中国环境报:可否介绍一下研究分析动物食性演化及其古生活环境特征的意义及技术?
魏辅文:动物的食性研究是了解动物与环境的相互关系、开展动物生态学研究的基础。食性演化研究能够了解动物,特别是古动物在长期的演化过程中,其栖息地变迁的特征,以及对于气候环境变化的适应性及演化,对于动物演化研究具有重要意义。例如,众所周知,大熊猫是种古老的食肉目动物,在八百万年的演化历史中,食性逐渐特化,以各种高纤维的竹子为食。它作为更新世著名的“大熊猫—剑齿象古生物群”的重要成员,同期分布的包括剑齿象在内的大型动物早已灭绝,而大熊猫却在百万年的沧海桑田中生存至今,这可能与其不断改变食性以适应变化的环境密切相关。食性演化及古生活环境特征的相关研究有助于我们解开相关谜题。
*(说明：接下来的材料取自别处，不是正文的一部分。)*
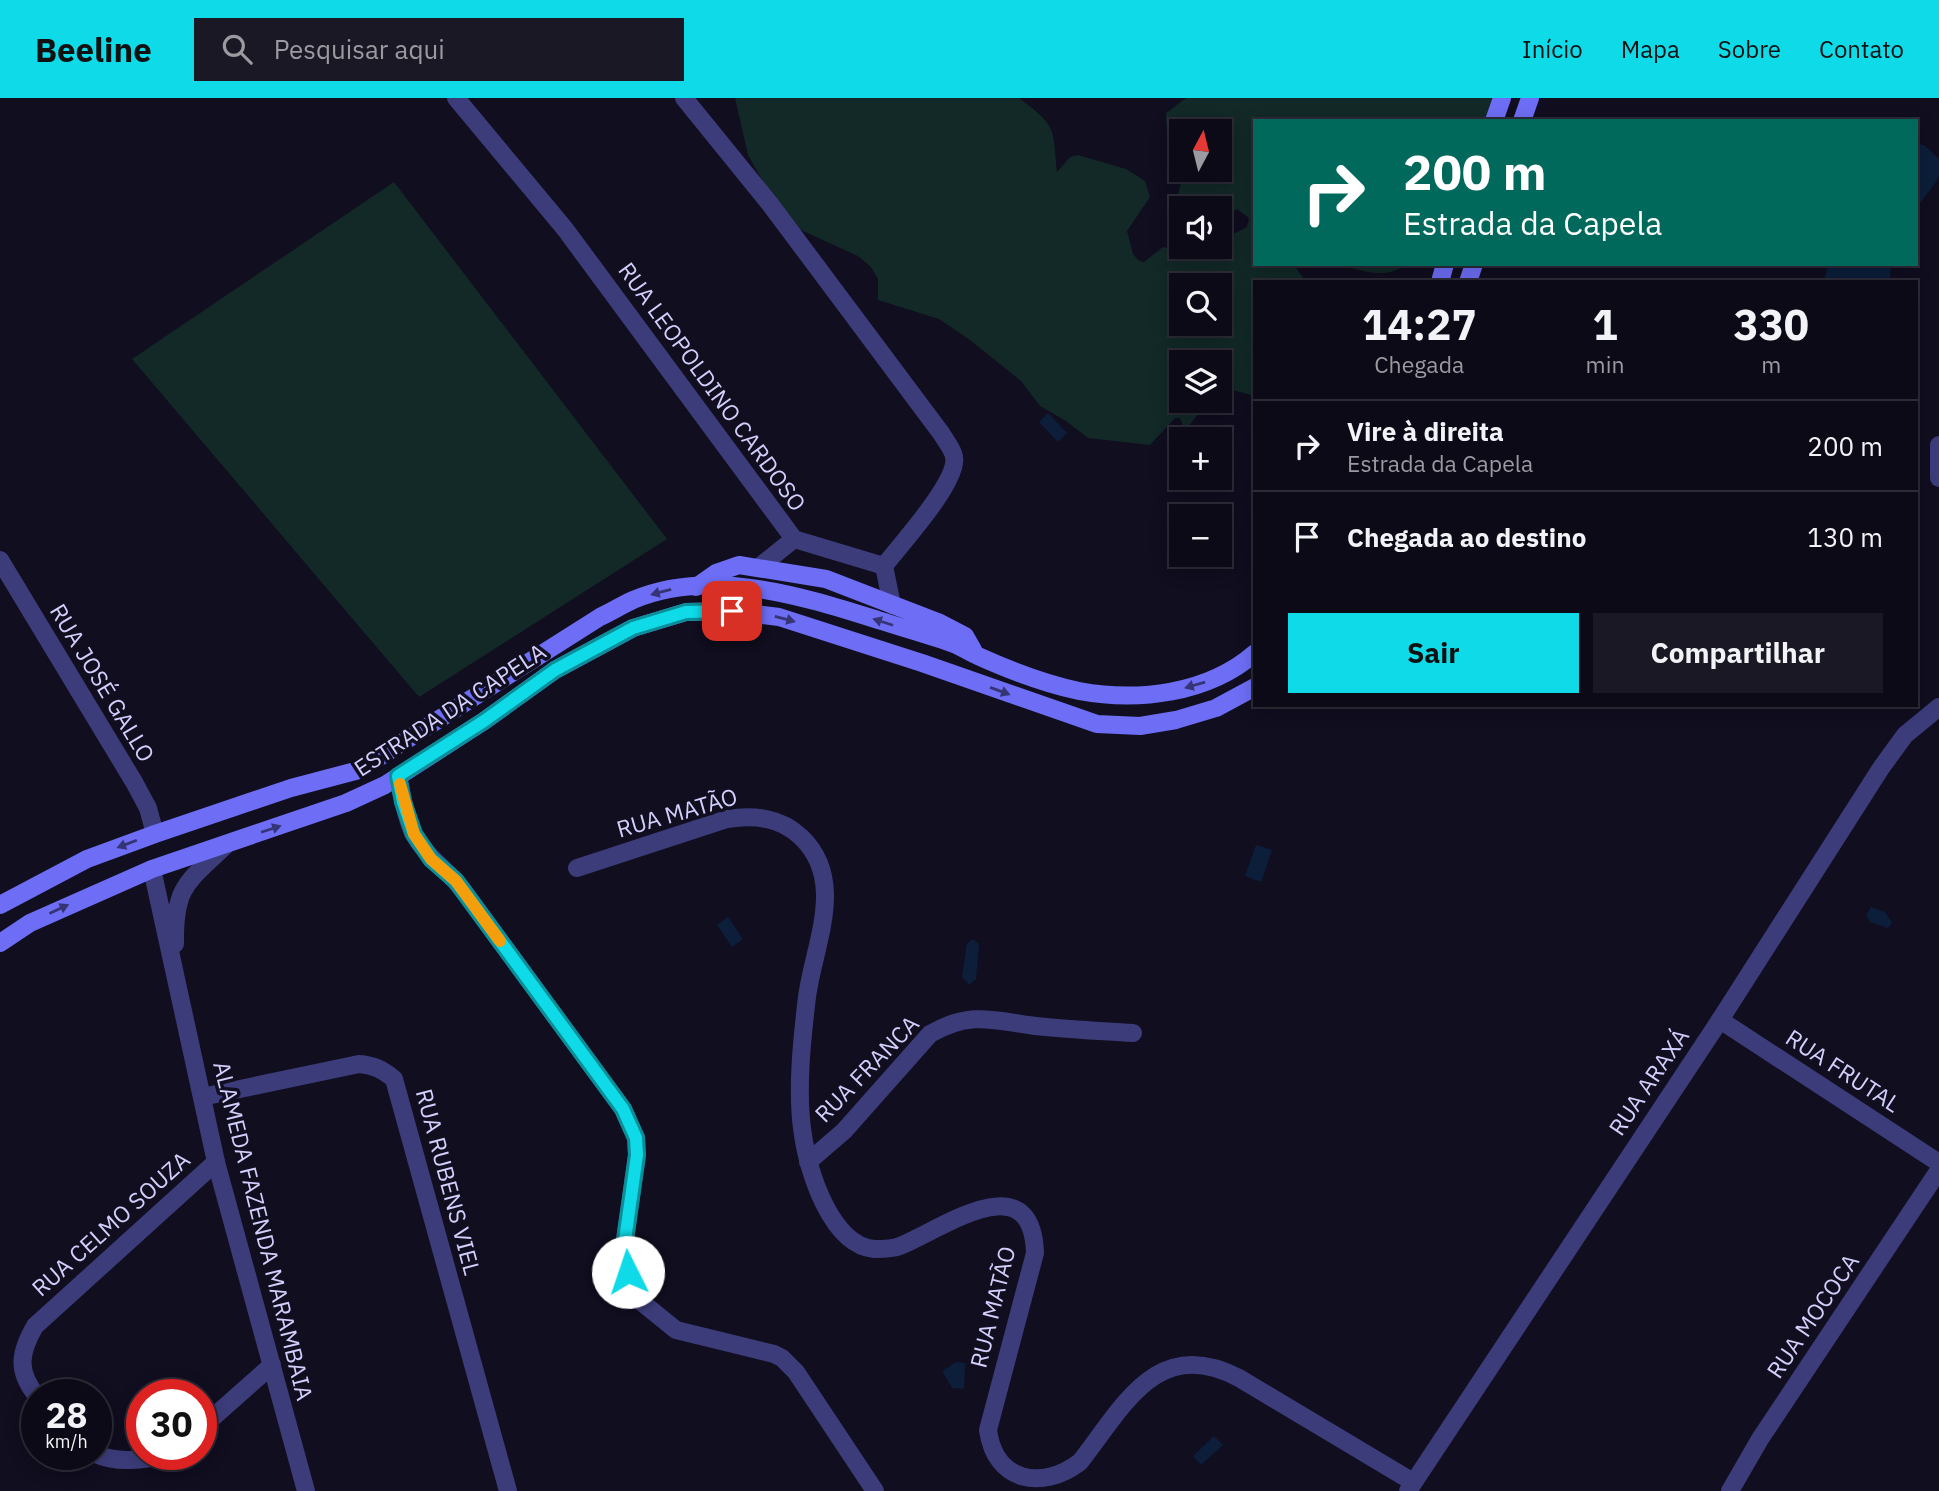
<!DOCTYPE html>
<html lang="pt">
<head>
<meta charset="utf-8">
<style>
	body { margin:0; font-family:"IBM Plex Sans",sans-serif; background:#1a1824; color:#f1f3f6; height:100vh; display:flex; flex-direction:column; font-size:26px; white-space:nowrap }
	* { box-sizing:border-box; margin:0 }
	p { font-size:23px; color:#9a9aa1 }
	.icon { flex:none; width:38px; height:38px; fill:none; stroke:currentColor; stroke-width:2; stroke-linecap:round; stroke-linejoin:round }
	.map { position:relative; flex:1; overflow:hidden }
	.sheet { position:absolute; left:1253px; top:182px; width:665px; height:427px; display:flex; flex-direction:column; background:#0c0a17; border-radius:0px; box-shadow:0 4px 18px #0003,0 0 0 2px #2c2b36 }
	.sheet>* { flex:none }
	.banner { position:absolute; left:1253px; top:21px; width:665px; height:147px; border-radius:0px; box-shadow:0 4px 18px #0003,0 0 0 2px #2c2b36; background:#00695c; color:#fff; overflow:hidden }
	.needle { width:46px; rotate:7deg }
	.fabs { position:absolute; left:1169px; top:21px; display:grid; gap:14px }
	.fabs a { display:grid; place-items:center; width:63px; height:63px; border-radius:0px; background:#0c0a17; box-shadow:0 4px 18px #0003,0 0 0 2px #2c2b36; font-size:35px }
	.speed { position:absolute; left:21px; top:1281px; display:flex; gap:14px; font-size:35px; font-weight:700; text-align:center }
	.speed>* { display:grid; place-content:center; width:91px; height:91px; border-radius:50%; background:#0c0a17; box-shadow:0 4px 18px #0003,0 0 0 2px #2c2b36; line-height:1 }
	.speed small { font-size:18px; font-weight:400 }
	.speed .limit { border:10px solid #d22; background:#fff; color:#111 }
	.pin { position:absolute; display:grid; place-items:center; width:60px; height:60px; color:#fff; margin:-30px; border-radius:14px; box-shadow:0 4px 10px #0006 }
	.me { position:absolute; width:77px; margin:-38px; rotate:356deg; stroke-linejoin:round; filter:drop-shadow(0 0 5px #0008) }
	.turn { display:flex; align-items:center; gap:24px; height:147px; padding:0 35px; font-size:32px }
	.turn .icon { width:91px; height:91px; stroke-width:2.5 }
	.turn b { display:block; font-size:49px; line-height:60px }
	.eta { display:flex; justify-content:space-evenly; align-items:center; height:119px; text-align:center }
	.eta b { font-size:42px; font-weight:800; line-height:49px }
	.cta { display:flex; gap:14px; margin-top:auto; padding:14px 35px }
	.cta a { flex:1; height:80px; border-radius:0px; background:#0fdae8; color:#111; font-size:28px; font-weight:800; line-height:80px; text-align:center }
	.cta a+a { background:#1a1824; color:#f1f3f6 }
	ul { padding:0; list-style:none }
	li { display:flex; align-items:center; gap:21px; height:91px; padding:0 35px; border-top:2px solid #2c2b36 }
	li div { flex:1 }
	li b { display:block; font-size:26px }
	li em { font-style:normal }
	header { display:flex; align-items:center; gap:42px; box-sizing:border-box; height:98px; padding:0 35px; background:#0fdae8; color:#111 }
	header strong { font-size:33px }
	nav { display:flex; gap:38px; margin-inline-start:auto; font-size:24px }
	.search { width:490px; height:63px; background:#1a1824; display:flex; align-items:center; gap:18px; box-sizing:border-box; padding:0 24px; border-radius:0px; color:#9a9aa1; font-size:26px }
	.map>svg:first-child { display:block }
	.green { fill:#122927; fill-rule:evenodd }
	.water { fill:#0c1e3a }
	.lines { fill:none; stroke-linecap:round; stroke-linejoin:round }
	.minor { stroke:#3c3c7b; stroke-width:18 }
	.secondary { stroke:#6d6ef5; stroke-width:18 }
	.oneway { fill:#353475 }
	.route-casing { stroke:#0a8e97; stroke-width:18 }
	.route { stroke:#0fdae8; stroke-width:12 }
	.slow { stroke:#f59e0b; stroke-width:12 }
	.labels { text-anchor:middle; stroke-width:7; stroke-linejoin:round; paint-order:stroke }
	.street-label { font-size:23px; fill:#d3cffc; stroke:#100e1f }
</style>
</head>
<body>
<header>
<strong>Beeline</strong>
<div class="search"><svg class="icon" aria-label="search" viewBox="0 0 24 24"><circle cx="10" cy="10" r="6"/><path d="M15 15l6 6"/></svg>Pesquisar aqui</div>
<nav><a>Início</a><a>Mapa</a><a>Sobre</a><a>Contato</a></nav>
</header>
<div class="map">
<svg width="1939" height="1393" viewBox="0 0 1939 1393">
	<rect width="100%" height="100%" fill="#100e1f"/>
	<!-- green -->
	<g class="green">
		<path d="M735,0H1019C1056,28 1053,28 1057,74L1070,59L1078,57L1126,71L1145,83L1150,99L1127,133L1133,156L1139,163L1144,164L1163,149L1194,157L1209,149H1220V143L1247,129L1249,120L1237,111L1220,123V110H1181V124L1177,121L1176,106L1181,84L1167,35L1166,15L1186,0H1500L1492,23H1255V166H1293L1306,184H1255V298L1229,291L1220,295V264H1181V303H1208L1185,333L1180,320H1175L1150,347L1088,340L1066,323L1040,308L1021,283L970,242L939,221L878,202V181L871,169L858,158L792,128L780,114L748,57ZM1181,33H1220V72H1181ZM1181,187H1220V226H1181Z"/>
		<polygon points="394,84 667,441 419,599 132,261"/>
		<path d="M1339,166H1405C1388,183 1359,172 1339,166Z"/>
	</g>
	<!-- water -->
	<g class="water">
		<polygon points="1916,46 1924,47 1939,61 1939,78 1936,84 1916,110"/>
		<polygon points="1828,166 1891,166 1890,184 1824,184"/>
		<polygon points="1048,315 1067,335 1058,344 1039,324"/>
		<polygon points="1256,747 1272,752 1261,784 1245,778"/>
		<polygon points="1871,809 1885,814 1892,825 1888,830 1870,824 1866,817"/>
		<polygon points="728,819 743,841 732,849 717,827"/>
		<polygon points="973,841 979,846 976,881 969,887 962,879 967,845"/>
		<polygon points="956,1264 965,1265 964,1291 952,1290 942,1273"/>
		<polygon points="1214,1338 1223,1347 1201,1367 1193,1358"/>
	</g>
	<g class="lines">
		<!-- minor -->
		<g class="minor">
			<polyline points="456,0 565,131 794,441 884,468"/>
			<path d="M684,0L770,106L941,335C945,342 953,351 954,359C959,383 900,447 884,468"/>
			<polyline points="1939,347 1939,380"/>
			<polyline points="0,462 134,684 148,710 155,736"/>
			<polyline points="884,468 892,507"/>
			<polyline points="758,470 794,441"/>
			<path d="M398,678C402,697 405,717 413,735C425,758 447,771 462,791C516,864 569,938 623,1011L636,1040L637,1057L624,1148L628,1174L639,1202L676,1232L774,1256L782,1260L796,1274L875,1393"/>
			<path d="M577,770L727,721C754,717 780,719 801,739C847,783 814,846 807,899C802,941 796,995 803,1037C808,1073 831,1147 874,1151C882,1151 893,1151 900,1148C942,1131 1032,1064 1035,1155L988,1332C995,1384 1042,1393 1080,1364C1124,1308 1157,1237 1239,1280L1413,1384"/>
			<polyline points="152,771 216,1064 306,1393"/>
			<path d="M175,846C174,787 188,784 227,746"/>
			<polyline points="1720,922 1939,1065"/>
			<path d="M202,999L359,966C373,967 382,971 394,981L508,1393"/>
			<path d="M808,1064L844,1033L930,936C975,910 999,925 1046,929C1075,932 1104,933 1133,935"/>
			<path d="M37,1298C16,1273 20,1254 35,1228L216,1064"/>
			<polyline points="201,1330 272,1267"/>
			<path d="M96,1356C115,1365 145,1363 164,1356"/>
			<polyline points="1408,1393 1720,922 1881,670 1905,637 1939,609"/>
			<polyline points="1730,1393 1760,1341 1939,1072"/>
		</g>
		<!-- secondary -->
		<g class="secondary">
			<polyline points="1494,23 1502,0"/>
			<polyline points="1522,23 1530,0"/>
			<polyline points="1440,184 1445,166"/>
			<polyline points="1468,184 1474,166"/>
			<polyline points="696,489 716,475 739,467 826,481 940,525 965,538 973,552"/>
			<path d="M0,807L87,761L155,736L291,690L359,672L600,519C611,514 622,507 633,502C711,469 802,498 878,522C903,530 929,537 954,546C962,549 970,555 978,558C1009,572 1045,586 1079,593C1138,604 1208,596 1255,555"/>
			<polyline points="0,845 30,825 152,771 346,705 385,687 484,623 555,572 633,530 686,514 731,513 779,519 922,565 1097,626 1140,628 1176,622 1216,610 1255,589"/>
		</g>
	</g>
	<!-- one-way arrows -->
	<defs><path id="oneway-solid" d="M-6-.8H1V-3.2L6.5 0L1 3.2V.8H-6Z" transform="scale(1.75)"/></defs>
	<g class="oneway">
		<use href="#oneway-solid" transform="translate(661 494) rotate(165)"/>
		<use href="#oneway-solid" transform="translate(785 521) rotate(15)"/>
		<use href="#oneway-solid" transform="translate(883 524) rotate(-162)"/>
		<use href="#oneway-solid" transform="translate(1195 587) rotate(164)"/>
		<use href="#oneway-solid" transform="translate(1000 593) rotate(20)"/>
		<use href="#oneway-solid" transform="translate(271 731) rotate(-18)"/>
		<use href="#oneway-solid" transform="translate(127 746) rotate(159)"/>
		<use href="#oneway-solid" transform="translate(59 811) rotate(-25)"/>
	</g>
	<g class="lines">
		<defs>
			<polyline id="route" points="628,1174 624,1149 637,1057 636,1040 623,1011 511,858 456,783 431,761 414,736 403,704 398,678 484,623 555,572 633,530 686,514 732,513"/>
		</defs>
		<!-- route casing -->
		<use href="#route" class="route-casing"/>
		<!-- route -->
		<use href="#route" class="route"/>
		<!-- slow -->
		<polyline class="slow" points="400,686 414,736 431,761 456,783 500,843"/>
	</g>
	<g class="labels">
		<!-- street labels -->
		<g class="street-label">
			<text transform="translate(712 289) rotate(54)" y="8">RUA LEOPOLDINO CARDOSO</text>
			<text transform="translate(102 585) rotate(59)" y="8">RUA JOSÉ GALLO</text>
			<text transform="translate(450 612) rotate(-33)" y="8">ESTRADA DA CAPELA</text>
			<text transform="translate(677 715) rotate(-16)" y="8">RUA MATÃO</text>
			<text transform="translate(867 971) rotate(-46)" y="8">RUA FRANCA</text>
			<text transform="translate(1843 973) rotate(33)" y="8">RUA FRUTAL</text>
			<text transform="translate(1649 984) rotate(-56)" y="8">RUA ARAXÁ</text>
			<text transform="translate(448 1084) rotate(75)" y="8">RUA RUBENS VIEL</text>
			<text transform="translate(111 1126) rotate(-42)" y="8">RUA CELMO SOUZA</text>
			<text transform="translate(263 1133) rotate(76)" y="8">ALAMEDA FAZENDA MARAMBAIA</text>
			<text transform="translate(993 1209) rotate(-76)" y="8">RUA MATÃO</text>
			<text transform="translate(1813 1218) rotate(-56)" y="8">RUA MOCOCA</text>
		</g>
	</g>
</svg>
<div class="fabs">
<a><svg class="needle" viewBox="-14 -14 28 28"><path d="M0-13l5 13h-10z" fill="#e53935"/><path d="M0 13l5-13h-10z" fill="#9a9aa1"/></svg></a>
<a><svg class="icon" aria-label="sound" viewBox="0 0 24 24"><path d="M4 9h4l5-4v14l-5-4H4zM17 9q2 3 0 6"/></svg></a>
<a><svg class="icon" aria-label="search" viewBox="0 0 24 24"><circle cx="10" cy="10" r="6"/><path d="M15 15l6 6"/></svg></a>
<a><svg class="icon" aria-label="layers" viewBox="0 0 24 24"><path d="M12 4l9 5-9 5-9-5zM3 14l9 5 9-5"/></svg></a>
<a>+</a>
<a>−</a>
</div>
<div class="speed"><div>28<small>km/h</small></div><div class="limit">30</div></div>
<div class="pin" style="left:732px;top:513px;background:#d93025"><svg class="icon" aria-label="arrive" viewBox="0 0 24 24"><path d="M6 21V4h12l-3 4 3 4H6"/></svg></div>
<svg class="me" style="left:628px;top:1174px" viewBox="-20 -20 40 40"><circle r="19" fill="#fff"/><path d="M0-13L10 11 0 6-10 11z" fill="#0fdae8"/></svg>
<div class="banner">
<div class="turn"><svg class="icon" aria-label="right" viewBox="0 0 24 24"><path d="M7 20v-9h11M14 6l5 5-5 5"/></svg><div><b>200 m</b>Estrada da Capela</div></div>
</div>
<section class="sheet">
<div class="eta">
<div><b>14:27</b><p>Chegada</p></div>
<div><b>1</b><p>min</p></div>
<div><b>330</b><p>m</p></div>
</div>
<ul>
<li><svg class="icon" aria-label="right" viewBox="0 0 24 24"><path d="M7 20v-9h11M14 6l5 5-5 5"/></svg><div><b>Vire à direita</b><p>Estrada da Capela</p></div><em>200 m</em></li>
<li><svg class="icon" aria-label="arrive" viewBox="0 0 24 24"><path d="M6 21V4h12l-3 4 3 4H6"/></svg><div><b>Chegada ao destino</b></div><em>130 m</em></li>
</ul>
<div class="cta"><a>Sair</a><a>Compartilhar</a></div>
</section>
</div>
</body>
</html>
采用稳定同位素技术,根据“吃什么,是什么”的准则,通过测定现生动物的骨骼、牙齿、毛发以及古动物的骨骼和牙齿化石中食物的碳氮稳定同位素,能够有效掌握现生物种的食性,并追踪化石物种的食性特征。通过氧同位素的测定,能够了解古气候和古环境的特征。此外,全基因组解析也为了解动物对食性适应性演化机制提供了新的视角。在历史环境变化中幸存下来的物种通常进化出了适应性策略以应对生存挑战,例如,DUOX2 基因的突变被证实可能是大熊猫低能量代谢的遗传机制。此外,肠道菌群的宏基因组学分析也能帮助我们了解动物对环境和食物的适应机制。
中国环境报:如何判断生物种群数量,目前有哪些科学的方法?
魏辅文:种群数量的测定方法,在不同类群中有所差异,陆生和水生动植物的调查方法也有较大差别。传统的调查方法中,陆生植物一般采用样方或样线调查,陆生脊椎动物则采用样方、样点、样线或直接计数法调查,对于特定类群,可采用标志重补法或距离取样法等。昆虫可以用灯诱、网捕、陷阱、振落等方法估计种群数量。调查对象可以是动物个体,也可以是尸体、毛发、粪便和痕迹等。近年来随着分子生物学、红外相机、无人机、小型卫星低空遥感、热红外遥感和卫星数据等新技术的发展,可以搜集组织、毛发或粪便样品,通过分子生物学方法估算物种的种群数量,也可以通过红外相机、无人机或遥感卫星拍摄物种图片,进而估算物种种群数量。